The Good-bye of the reunion came round, but the explorer and Hood went not with the others. The married guests went off to their home comforts, but these two stayed on for at least a week more. They became fast friends with both Perpetua and the curate, but they found it best for social joy not to mix them.
Perpetua shared a sailing expedition with the strangers. Therein they explored much of the Evenlode, the hay-harvest breeze favoring them. Another day she went with them afoot to the Hinkseys. Certain moot points of poetic identification were hardly settled by that trip, so another followed. They came home by Cumner both days.
'She would do for Africa,' confided the explorer to Hood one night. The village band had been playing, and they had thought no scorn of it. The groups under the dreaming garden trees, and the full moon, and the white evening-star' had been memorable that evening.
'She might do for Africa,' said Hood doubtfully, 'but I wouldn't let her go and spoil her complexion.'
'If you were the curate?' asked the explorer with a smile.
'What's he to do with it?' said Hood impatiently. 'Didn't he almost promise he'd sail with me in two months' time? I want him for work.'
'That's too bad,' said the explorer; 'cut that labor-agent business. Let him stay at home and marry Perpetua. There's a family living waiting for him across the river. Won't they be happy just?'
'I don't know,' said Hood, thinking fast.
Next morning the explorer had a touch of fever. The village doctor dropped in as an anxious friend. He mustered up his courage to prescribe two grains of quinine. His patient smiled, and promised to take them with additions. Then he went to sleep, and left Hood to escort Perpetua to Bab-lock-hythe. She was adventurous that afternoon. 'She has outgrown the curate,' Hood thought. The explorer's words recurred to him: 'She might do for Africa.' 'Not if I know it,' he answered them in his own mind.
His interest in her grew that day, and the next day, when the explorer was convalescent. The day after that he said 'Good-bye,' and escorted the convalescent to Oxford.

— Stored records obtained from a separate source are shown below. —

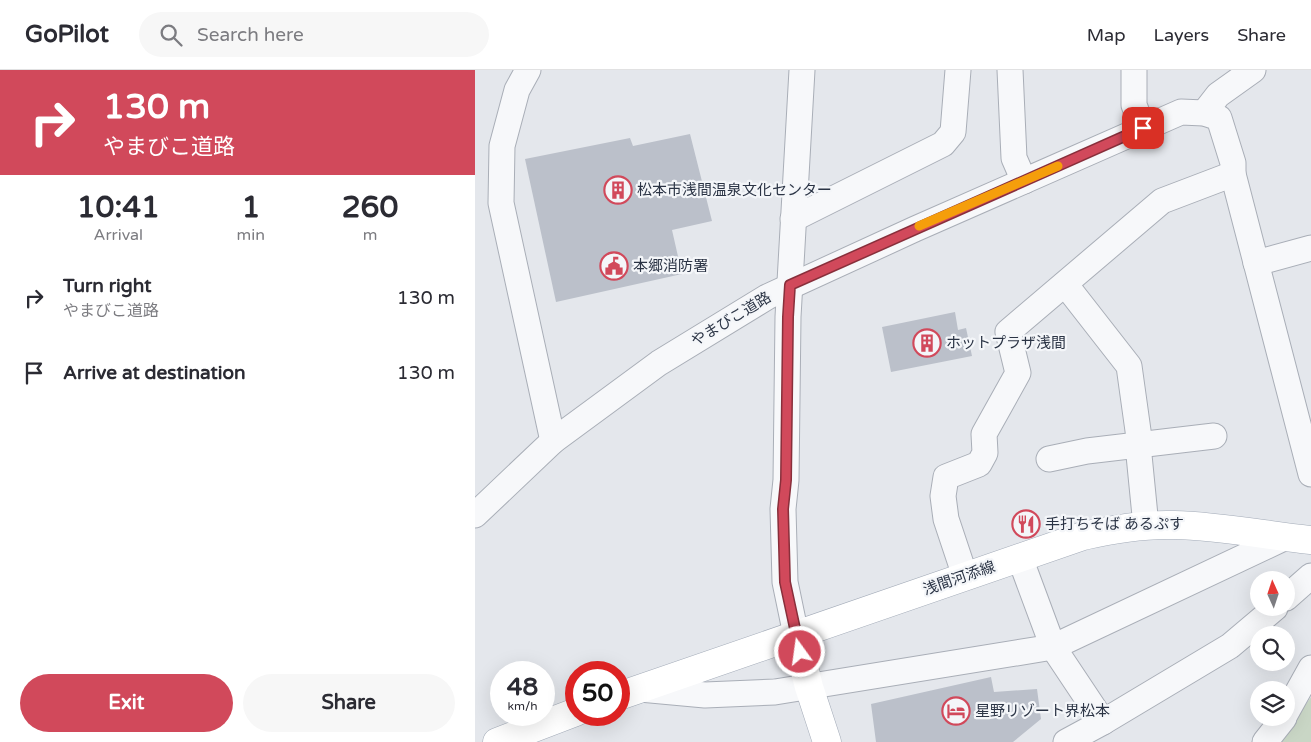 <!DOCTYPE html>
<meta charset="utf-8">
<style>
:root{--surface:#fff;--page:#f7f7f7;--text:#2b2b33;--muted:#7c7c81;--line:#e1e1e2;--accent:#d1495b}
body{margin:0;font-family:"Varela Round","Noto Sans JP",sans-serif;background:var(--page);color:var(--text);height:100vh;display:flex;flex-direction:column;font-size:19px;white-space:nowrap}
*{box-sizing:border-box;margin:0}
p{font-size:16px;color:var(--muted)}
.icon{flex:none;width:28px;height:28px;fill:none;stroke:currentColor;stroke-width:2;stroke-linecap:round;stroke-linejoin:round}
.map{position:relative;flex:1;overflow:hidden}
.details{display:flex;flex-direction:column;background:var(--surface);width:475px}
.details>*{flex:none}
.top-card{background:#d1495b;color:#fff;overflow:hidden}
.needle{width:32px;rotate:357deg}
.fabs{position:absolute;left:775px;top:501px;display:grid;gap:10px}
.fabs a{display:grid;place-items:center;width:45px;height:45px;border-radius:50%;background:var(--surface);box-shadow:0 5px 20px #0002;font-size:25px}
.speed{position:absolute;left:15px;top:591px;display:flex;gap:10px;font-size:25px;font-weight:700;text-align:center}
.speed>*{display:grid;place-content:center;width:65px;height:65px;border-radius:50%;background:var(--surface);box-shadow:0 5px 20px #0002;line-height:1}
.speed small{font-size:12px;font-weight:400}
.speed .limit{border:8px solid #d22;background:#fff;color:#111}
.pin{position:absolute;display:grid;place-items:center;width:42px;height:42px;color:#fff;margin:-21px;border-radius:10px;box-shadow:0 2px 8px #0006}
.me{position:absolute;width:55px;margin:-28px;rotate:346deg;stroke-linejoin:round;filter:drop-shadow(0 0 4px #0008)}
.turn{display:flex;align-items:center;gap:18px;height:105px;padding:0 20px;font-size:22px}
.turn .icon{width:65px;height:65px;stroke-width:2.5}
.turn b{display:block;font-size:35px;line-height:42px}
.eta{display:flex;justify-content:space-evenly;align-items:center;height:85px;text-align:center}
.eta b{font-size:30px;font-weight:800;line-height:35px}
.primary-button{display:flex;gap:10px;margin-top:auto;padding:10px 20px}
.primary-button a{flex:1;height:58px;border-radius:30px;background:var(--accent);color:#fff;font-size:20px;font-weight:800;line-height:58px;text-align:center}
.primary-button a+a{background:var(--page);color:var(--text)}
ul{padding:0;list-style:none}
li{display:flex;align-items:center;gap:15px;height:75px;padding:0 20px}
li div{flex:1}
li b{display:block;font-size:19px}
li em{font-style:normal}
header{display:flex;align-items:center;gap:30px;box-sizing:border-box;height:70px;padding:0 25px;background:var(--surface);border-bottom:1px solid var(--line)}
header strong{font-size:24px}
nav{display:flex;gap:28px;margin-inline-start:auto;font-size:18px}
.search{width:350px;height:45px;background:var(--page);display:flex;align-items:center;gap:12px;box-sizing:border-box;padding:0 18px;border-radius:28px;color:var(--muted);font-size:19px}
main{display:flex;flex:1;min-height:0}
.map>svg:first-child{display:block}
</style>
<header>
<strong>GoPilot</strong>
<div class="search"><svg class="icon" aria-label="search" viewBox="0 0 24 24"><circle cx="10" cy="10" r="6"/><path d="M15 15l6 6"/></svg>Search here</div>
<nav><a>Map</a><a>Layers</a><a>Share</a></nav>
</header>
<main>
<section class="details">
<div class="top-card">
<div class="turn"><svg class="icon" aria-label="right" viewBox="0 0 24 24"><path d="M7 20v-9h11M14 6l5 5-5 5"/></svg><div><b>130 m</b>やまびこ道路</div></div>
</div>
<div class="eta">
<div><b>10:41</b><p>Arrival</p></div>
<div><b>1</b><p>min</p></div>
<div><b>260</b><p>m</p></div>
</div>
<ul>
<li><svg class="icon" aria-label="right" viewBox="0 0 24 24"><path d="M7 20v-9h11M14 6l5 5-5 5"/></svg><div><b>Turn right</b><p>やまびこ道路</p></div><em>130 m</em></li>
<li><svg class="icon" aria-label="arrive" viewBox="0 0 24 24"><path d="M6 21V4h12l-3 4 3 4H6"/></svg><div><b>Arrive at destination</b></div><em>130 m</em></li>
</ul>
<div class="primary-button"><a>Exit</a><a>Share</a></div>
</section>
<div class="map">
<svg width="836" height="672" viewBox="0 0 836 672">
<rect width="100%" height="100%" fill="#e4e7ec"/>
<polygon fill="#c9d6c5" points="836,627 836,672 804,672"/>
<g fill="#bbc0ca">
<polygon points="215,64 237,151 197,160 207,204 81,232 50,89 155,68 158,76"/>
<polygon points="480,242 483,260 491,258 497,286 416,302 407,257"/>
<polygon points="516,607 519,622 562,619 566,649 538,672 401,672 396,634"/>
</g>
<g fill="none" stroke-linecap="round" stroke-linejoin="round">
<g stroke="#a9aeb7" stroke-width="27">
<g id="minor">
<polyline points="53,0 42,20 27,76 26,133 78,371"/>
<polyline points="535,0 539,88 549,111"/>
<polyline points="659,0 659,35 668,58"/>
<polyline points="729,43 743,25 778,0"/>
<polyline points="318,149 468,74 478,62 483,0"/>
<polyline points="781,193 836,178"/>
<polyline points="590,214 654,296 665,375"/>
<polyline points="663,375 671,456"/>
<polyline points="574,389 612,381 739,366"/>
<polyline points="0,445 78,371 184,293 292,227 440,159 706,42 729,43 744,48 758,93 758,104 836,404"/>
<polyline points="545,488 578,577 628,652"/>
<polyline points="490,506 471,449 468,426 471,407 504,394 510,383 509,364 543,303 533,262 687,131 758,104"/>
<polyline points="811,528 836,506"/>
<polyline points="321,565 310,512 308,439 311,410 313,247 327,0"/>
<polyline points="165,619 230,625 300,622 578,577 811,467"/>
<polyline points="811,643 836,598"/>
<polyline points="591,672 628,652 755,576 800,538"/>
<polyline points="790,672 809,648"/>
</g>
</g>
<g stroke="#a3abb8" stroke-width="29">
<g id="major">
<polyline points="321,565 334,617 352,672"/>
<path d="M 144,626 L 608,466 C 638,459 668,454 699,455 C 745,456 790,465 836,470"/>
<polyline points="22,672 101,642"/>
</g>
</g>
<use href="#minor" stroke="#f7f8fa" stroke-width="25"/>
<use href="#major" stroke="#fff" stroke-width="28"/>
</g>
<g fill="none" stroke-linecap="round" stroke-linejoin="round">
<g stroke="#882f3b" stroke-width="12">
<polyline id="route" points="325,582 310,512 308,439 311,410 313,247 315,215 668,58"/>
</g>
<use href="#route" stroke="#d1495b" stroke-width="9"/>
<polyline stroke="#f59e0b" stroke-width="9" points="444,156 583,96"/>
</g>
<defs>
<g id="building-ring" transform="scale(1.4375)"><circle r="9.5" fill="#f4f6f9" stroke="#d1495b" stroke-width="1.5"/><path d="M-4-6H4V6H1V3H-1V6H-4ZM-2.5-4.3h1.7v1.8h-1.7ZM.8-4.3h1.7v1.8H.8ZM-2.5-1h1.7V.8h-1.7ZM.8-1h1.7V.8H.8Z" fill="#d1495b"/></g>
<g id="civic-ring" transform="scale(1.4375)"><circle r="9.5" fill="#f4f6f9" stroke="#d1495b" stroke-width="1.5"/><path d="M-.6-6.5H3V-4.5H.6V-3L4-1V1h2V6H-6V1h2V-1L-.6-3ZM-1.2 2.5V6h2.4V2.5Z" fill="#d1495b"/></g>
<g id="restaurant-ring" transform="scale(1.4375)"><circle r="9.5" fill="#f4f6f9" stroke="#d1495b" stroke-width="1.5"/><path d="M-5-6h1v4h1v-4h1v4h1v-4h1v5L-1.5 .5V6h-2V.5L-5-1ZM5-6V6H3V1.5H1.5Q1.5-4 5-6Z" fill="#d1495b"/></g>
<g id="hotel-ring" transform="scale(1.4375)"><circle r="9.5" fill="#f4f6f9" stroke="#d1495b" stroke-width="1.5"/><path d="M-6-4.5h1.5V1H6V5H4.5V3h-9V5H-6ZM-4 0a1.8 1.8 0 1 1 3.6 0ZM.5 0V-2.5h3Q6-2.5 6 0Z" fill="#d1495b"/></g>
</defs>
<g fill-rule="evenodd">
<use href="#building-ring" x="143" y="120"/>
<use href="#civic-ring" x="139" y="196"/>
<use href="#building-ring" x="452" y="273"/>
<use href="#restaurant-ring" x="551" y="454"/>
<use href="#hotel-ring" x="481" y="641"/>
</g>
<g text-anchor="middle" stroke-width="4.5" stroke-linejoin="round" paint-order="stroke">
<g font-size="15" fill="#2b3445" stroke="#f4f6f9" text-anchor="start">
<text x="162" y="125">松本市浅間温泉文化センター</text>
<text x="158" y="201">本郷消防署</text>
<text x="471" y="278">ホットプラザ浅間</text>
<text x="570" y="459">手打ちそば あるぷす</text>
<text x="500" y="646">星野リゾート界松本</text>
</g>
<g font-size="15" fill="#2b3445" stroke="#f4f6f9">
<text transform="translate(256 249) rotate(-31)" y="5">やまびこ道路</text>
<text transform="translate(484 508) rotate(-19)" y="5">浅間河添線</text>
</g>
</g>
</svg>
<div class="fabs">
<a><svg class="needle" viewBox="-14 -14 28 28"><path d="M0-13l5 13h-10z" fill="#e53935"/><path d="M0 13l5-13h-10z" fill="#7c7c81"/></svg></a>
<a><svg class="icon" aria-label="search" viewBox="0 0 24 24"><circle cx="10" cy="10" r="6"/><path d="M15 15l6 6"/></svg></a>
<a><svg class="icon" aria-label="layers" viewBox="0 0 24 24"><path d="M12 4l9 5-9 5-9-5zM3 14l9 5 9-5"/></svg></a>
</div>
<div class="speed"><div>48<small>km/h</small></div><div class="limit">50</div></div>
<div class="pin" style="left:668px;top:58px;background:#d93025"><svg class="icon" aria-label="arrive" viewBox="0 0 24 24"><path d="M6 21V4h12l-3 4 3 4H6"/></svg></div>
<svg class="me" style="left:325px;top:582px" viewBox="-20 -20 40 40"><circle r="17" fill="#d1495b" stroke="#fff" stroke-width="3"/><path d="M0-11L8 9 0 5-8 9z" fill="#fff"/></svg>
</div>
</main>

'Good luck!' said the explorer as they parted near the Martyrs' Memorial, each bound for his own college. 'Let's stick to our own way of life, we two. Don't let's get middle-aged just yet, like Warner and Davies. And, mind, drop that agency rot, and leave the curate to Perpetua. They're just the age she twenty, he twenty-five. You, who're forty-one, have pity!'
That evening Hood smoked his pipe in a college garden. One who had taught him years ago was there. Hood was fairly candid as to his real thoughts when he talked to him. He was telling the tale of that rainy night, as the summer twilight darkened, 'I'm just forty,' he said. 'It seems as if I could hold my own a bit with younger men, D.G.!'
His friend looked at him thoughtfully. 'It's fictitious youth, he said. 'Supposing you were to try marrying and settling down. Supposing you were to try deserting your perennially youthful bride the Great Adventure, or the High Romance, or the New Jerusalem, or whatsoever you call her. Supposing you settle down with an earthly bride say, a sweet-and-twenty one! Supposing you had to toe the line of four-meals-a-day in a country vicarage. You would know your age then.'
Hood looked uninterested and aloof. But he recurred to the subject again later on, and he asked whether a certain living in the near neighborhood had been filled.
'No,' said his friend; do you want it?'
Hood flushed up. 'It's the sort of place I'd like to settle down in,' he said, 'if I were coming home. But why should I come?'
His friend made no answer at once. The same sort of wistful look came into his eyes that Hood had noticed in the explorer's eyes that afternoon.